Wenn ich jedoch sowieso schon sehr stark gestresst bin, dann kann es durchaus vorkommen, dass ich mich dadurch beeinflussen lasse. Wenn ich selbst schon einen Moment habe, wo ich sehr gestresst und sehr hektisch bin, dann kann ich es nicht gebrauchen, wenn die Person neben mir sich genau so verhält und auch übertriebene und schnelle Bewegungen vollführt, dass führt dann dazu, dass ich mich ebenso schneller bewege und noch hektischer werde, was wiederum die andere Person beeinflussen kann. Alles in Allem ist es also ein Teufelskreis.
Ich habe schon öfter von der Misophonie gehört und kenne auch einige Leute, die davon betroffen sind. Aber ich denke, dass ein starkes Reagieren auf Körperbewegungen, Mimik oder Gestiken eher in einen anderen Bereich fällt. Es könnte zum Beispiel im Bereich der Empathie liegen, wenn man sehr empfindsam auf die Emotionen anderer reagiert und dadurch auch auf deren Körperbewegungen oder Mimik stark reagiert.
Ich persönlich habe auch schon Situationen erlebt, in denen ich durch das Verhalten anderer an den Rand der inneren Unbeherrschtheit gebracht wurde. Das kann zum Beispiel passieren, wenn jemand sehr laut atmet oder ständig mit den Fingern trommelt. Besonders schlimm finde ich es, wenn jemand ständig seine Fingernägel kaut oder mit einem Kugelschreiber auf einem Tisch rumtrommelt. In diesen Momenten kann ich mich nur schwer konzentrieren und bin extrem abgelenkt.
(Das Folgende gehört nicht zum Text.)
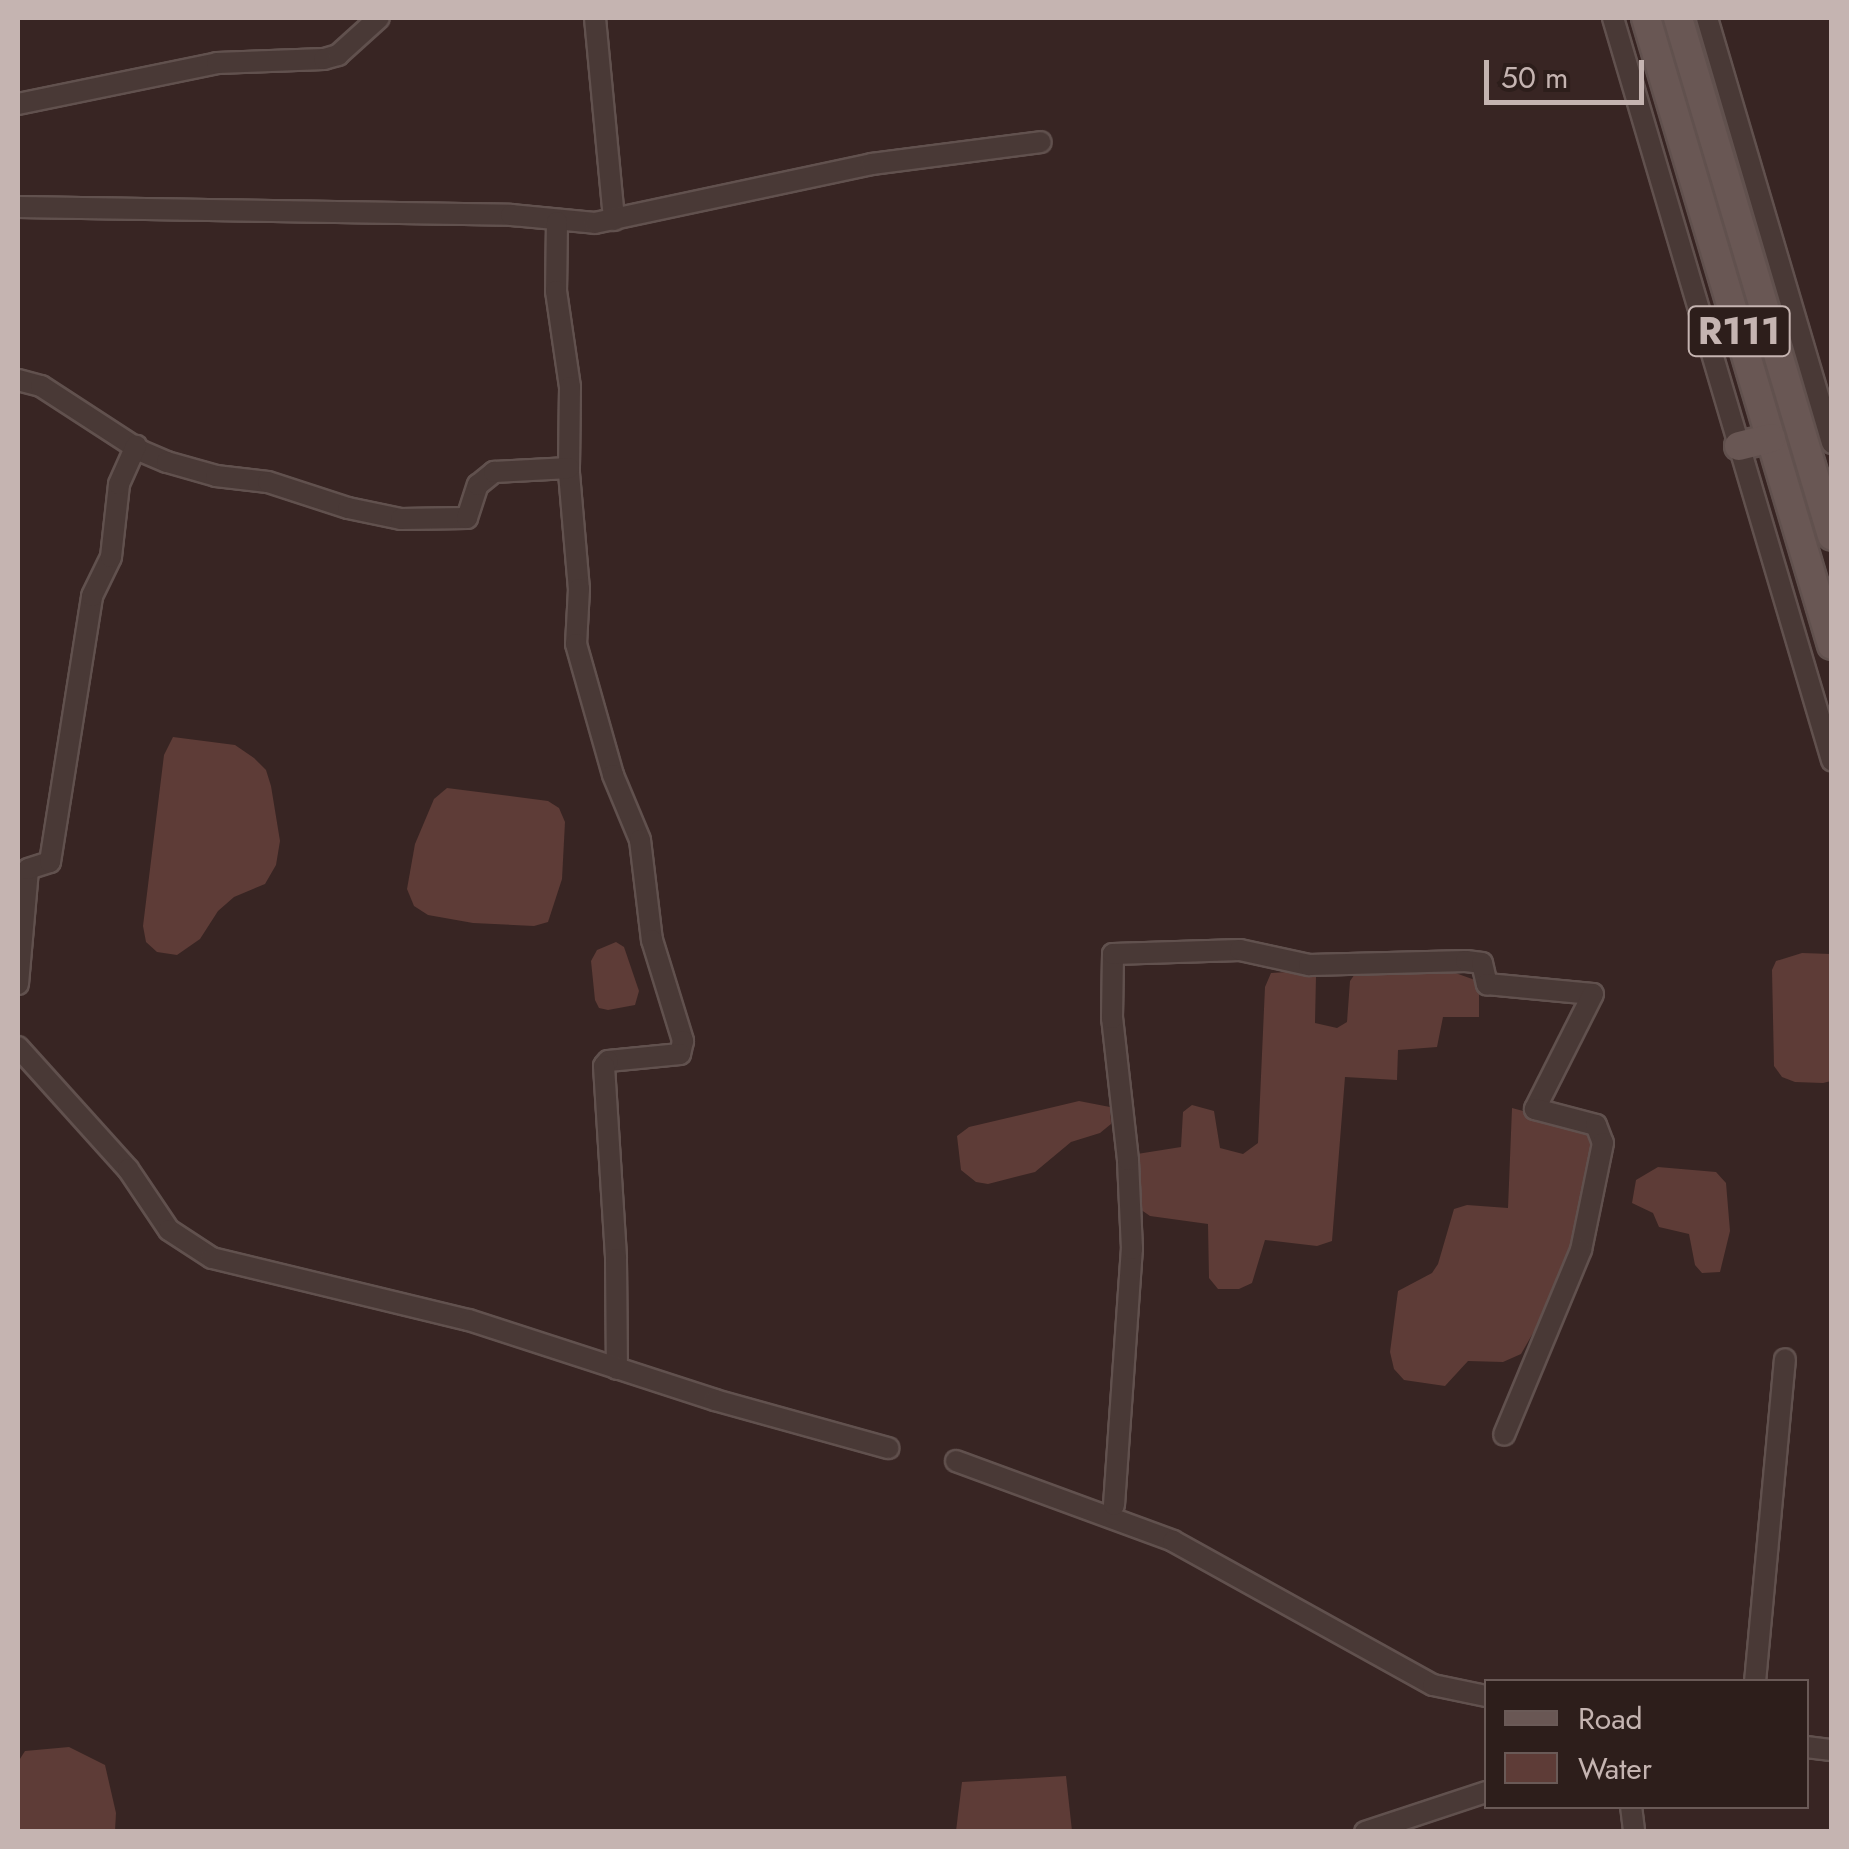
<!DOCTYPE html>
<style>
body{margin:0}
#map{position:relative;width:1849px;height:1849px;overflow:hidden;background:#382523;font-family:Jost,sans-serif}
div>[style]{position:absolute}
.water>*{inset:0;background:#5e3c37}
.roads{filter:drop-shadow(2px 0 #61514e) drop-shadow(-2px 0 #61514e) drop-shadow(0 2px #61514e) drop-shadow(0 -2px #61514e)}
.minor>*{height:20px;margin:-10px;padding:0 10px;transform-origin:10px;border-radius:10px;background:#493936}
.major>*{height:28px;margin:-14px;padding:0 14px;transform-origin:14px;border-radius:14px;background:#695754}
span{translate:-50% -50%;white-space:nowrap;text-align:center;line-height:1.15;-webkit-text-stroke:10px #2d1e1b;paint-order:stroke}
.shield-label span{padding:2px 8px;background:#2d1e1b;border:2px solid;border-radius:8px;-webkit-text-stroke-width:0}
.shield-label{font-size:38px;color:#c5b4b1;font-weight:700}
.frame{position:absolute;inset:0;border:20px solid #c5b4b1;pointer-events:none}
.legend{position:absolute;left:1484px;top:1679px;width:325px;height:130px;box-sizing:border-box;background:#2d1e1b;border:2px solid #6a5a57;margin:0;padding:12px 18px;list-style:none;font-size:30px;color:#c5b4b1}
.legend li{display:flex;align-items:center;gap:20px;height:50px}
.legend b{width:50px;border:2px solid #6a5a57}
.scale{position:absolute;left:1484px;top:60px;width:160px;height:45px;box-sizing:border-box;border:5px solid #c5b4b1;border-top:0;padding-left:12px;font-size:30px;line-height:35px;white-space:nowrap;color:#c5b4b1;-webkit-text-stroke:8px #2d1e1b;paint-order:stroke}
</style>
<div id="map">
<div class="water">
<div style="clip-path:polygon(173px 737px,235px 745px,254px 758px,266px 770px,271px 786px,280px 841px,276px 865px,265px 884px,234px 897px,218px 911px,200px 939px,177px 955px,157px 952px,146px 942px,143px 926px,164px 755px)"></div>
<div style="clip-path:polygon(447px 788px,548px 801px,559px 808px,565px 822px,562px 879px,548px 922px,534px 926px,473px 923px,428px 915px,414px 906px,407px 889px,415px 844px,434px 799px)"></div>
<div style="clip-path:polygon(616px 942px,624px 947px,639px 991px,635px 1005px,608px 1010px,599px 1008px,595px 1000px,591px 961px,597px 950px)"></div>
<div style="clip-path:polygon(1802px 953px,1831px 954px,1831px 1081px,1823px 1083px,1795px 1082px,1782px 1077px,1774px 1066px,1772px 970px,1776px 961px)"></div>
<div style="clip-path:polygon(1447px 970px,1475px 980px,1479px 987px,1479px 1017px,1443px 1017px,1437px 1047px,1398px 1050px,1397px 1080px,1345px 1077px,1332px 1241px,1317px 1246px,1265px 1240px,1252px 1283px,1239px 1289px,1218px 1289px,1209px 1278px,1208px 1224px,1150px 1216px,1137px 1207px,1137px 1154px,1181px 1147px,1183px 1112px,1192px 1105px,1214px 1111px,1220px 1148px,1243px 1154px,1258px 1143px,1265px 987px,1271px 973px,1303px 971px,1316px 976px,1315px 1023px,1337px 1028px,1347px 1022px,1350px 981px,1357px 971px)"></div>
<div style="clip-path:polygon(1079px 1101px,1110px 1107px,1111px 1124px,1100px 1133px,1071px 1142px,1035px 1172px,988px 1184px,976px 1182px,961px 1170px,957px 1136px,969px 1127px)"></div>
<div style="clip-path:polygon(1512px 1108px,1593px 1129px,1593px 1171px,1563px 1281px,1521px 1354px,1503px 1362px,1468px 1361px,1445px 1386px,1404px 1380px,1394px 1369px,1390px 1352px,1398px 1291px,1432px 1273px,1438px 1264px,1454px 1209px,1467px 1205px,1508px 1208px)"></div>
<div style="clip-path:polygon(1658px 1167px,1716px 1172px,1726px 1183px,1730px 1231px,1720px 1272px,1702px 1273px,1695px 1265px,1689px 1234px,1659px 1227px,1653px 1213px,1632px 1203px,1636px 1180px)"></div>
<div style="clip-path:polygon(69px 1747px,105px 1765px,116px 1813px,115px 1831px,18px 1831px,18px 1762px,25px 1751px)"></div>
<div style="clip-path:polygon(1066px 1776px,1072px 1831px,956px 1831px,962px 1782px)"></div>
</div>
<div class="roads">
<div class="minor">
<div style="left:595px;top:18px;width:203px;rotate:84.6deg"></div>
<div style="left:1613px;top:18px;width:774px;rotate:73.56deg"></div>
<div style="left:1707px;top:18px;width:443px;rotate:73.6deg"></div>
<div style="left:18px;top:104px;width:203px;rotate:-11.6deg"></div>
<div style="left:217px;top:63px;width:107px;rotate:-2.1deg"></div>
<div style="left:324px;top:59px;width:15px;rotate:-16deg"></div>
<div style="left:338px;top:55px;width:55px;rotate:-42.1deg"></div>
<div style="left:18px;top:207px;width:493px;rotate:0.9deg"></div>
<div style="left:511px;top:215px;width:84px;rotate:5.4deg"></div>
<div style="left:595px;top:223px;width:283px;rotate:-12deg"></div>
<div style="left:872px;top:164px;width:170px;rotate:-7.4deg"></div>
<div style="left:557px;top:222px;width:69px;rotate:90.8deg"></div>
<div style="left:556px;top:291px;width:97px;rotate:81.7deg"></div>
<div style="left:570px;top:387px;width:86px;rotate:90.7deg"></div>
<div style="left:569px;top:473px;width:116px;rotate:85.1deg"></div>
<div style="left:579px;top:589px;width:55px;rotate:93.1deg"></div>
<div style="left:576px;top:644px;width:136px;rotate:74.2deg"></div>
<div style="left:613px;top:775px;width:70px;rotate:67.4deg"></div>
<div style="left:640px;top:840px;width:101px;rotate:83.2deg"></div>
<div style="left:652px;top:940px;width:106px;rotate:72.9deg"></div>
<div style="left:683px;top:1041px;width:13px;rotate:103deg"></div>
<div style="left:680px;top:1054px;width:72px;rotate:174.4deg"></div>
<div style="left:608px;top:1061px;width:6px;rotate:129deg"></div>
<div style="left:604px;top:1066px;width:193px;rotate:86.4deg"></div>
<div style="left:616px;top:1259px;width:110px;rotate:89.5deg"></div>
<div style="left:18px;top:380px;width:24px;rotate:15deg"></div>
<div style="left:41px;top:386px;width:119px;rotate:33deg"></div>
<div style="left:141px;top:451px;width:28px;rotate:23deg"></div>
<div style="left:167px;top:462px;width:51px;rotate:15.9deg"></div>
<div style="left:216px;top:476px;width:52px;rotate:6.6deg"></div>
<div style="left:268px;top:482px;width:84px;rotate:18deg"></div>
<div style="left:348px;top:508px;width:54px;rotate:11.7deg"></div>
<div style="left:401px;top:519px;width:66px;rotate:-0.9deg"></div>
<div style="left:467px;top:518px;width:35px;rotate:-72deg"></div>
<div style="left:478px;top:485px;width:21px;rotate:-39deg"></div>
<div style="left:494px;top:472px;width:75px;rotate:-3.1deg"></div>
<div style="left:18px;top:984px;width:115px;rotate:-85deg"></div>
<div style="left:28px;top:869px;width:23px;rotate:-18deg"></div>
<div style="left:50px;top:862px;width:269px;rotate:-81deg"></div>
<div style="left:92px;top:596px;width:43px;rotate:-64deg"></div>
<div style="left:111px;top:557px;width:73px;rotate:-83.7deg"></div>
<div style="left:119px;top:484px;width:42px;rotate:-65.9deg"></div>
<div style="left:18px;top:1047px;width:164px;rotate:48deg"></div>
<div style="left:128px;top:1169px;width:73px;rotate:56.1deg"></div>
<div style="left:169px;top:1230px;width:51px;rotate:33.1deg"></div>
<div style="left:212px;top:1258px;width:264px;rotate:13.6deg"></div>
<div style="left:469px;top:1320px;width:259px;rotate:18deg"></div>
<div style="left:715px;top:1400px;width:180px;rotate:15.5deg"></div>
<div style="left:956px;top:1461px;width:231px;rotate:20.2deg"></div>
<div style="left:1173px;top:1541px;width:297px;rotate:29deg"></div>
<div style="left:1433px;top:1685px;width:54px;rotate:11.7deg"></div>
<div style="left:1114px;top:1505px;width:257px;rotate:-86deg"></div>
<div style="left:1132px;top:1249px;width:89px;rotate:-92.6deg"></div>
<div style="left:1128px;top:1160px;width:143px;rotate:-96.4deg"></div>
<div style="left:1112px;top:1018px;width:64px;rotate:-89.1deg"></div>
<div style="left:1113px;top:954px;width:127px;rotate:-1.8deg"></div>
<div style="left:1240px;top:950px;width:71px;rotate:12.3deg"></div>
<div style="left:1309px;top:965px;width:157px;rotate:-1.5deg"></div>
<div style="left:1466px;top:961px;width:16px;rotate:7deg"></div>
<div style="left:1482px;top:963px;width:22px;rotate:77deg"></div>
<div style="left:1487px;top:984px;width:106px;rotate:5.4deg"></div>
<div style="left:1593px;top:994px;width:129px;rotate:116.8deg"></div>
<div style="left:1535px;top:1109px;width:63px;rotate:14.7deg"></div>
<div style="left:1596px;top:1125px;width:19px;rotate:69deg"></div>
<div style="left:1603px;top:1143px;width:109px;rotate:101.6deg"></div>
<div style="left:1581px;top:1250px;width:200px;rotate:112.6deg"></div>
<div style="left:1755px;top:1682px;width:324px;rotate:-84.7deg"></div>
<div style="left:1806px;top:1747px;width:26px;rotate:7deg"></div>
<div style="left:1631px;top:1806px;width:26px;rotate:83deg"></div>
<div style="left:1365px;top:1832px;width:127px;rotate:-18.3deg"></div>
</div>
<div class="major">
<div style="left:1646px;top:18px;width:654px;rotate:73.48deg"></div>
<div style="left:1678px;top:18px;width:540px;rotate:73.44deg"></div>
<div style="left:1739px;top:446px;width:33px;rotate:-14deg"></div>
</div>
</div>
<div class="shield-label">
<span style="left:1739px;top:331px">R111</span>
</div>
<div class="frame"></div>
<ul class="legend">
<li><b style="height:12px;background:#695754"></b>Road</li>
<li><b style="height:28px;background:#5e3c37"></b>Water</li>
</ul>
<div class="scale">50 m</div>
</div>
Allerdings versuche ich in solchen Situationen immer ruhig zu bleiben und mich nicht davon unterkriegen zu lassen. Ich weiß, dass es für die meisten Menschen nur kleine Marotten sind, die sie vielleicht gar nicht bemerken, aber für mich kann es sehr belastend sein. Deshalb versuche ich, mich auf andere Dinge zu konzentrieren oder wenn möglich, den Raum zu verlassen, um mich zu beruhigen.
Ich denke, dass es wichtig ist, dass man mit anderen Menschen darüber spricht und versucht, gemeinsam eine Lösung zu finden. Denn oft sind sich die anderen Menschen gar nicht bewusst, dass ihr Verhalten so belastend ist. Es ist wichtig, respektvoll miteinander umzugehen und auch auf die Bedürfnisse anderer Rücksicht zu nehmen.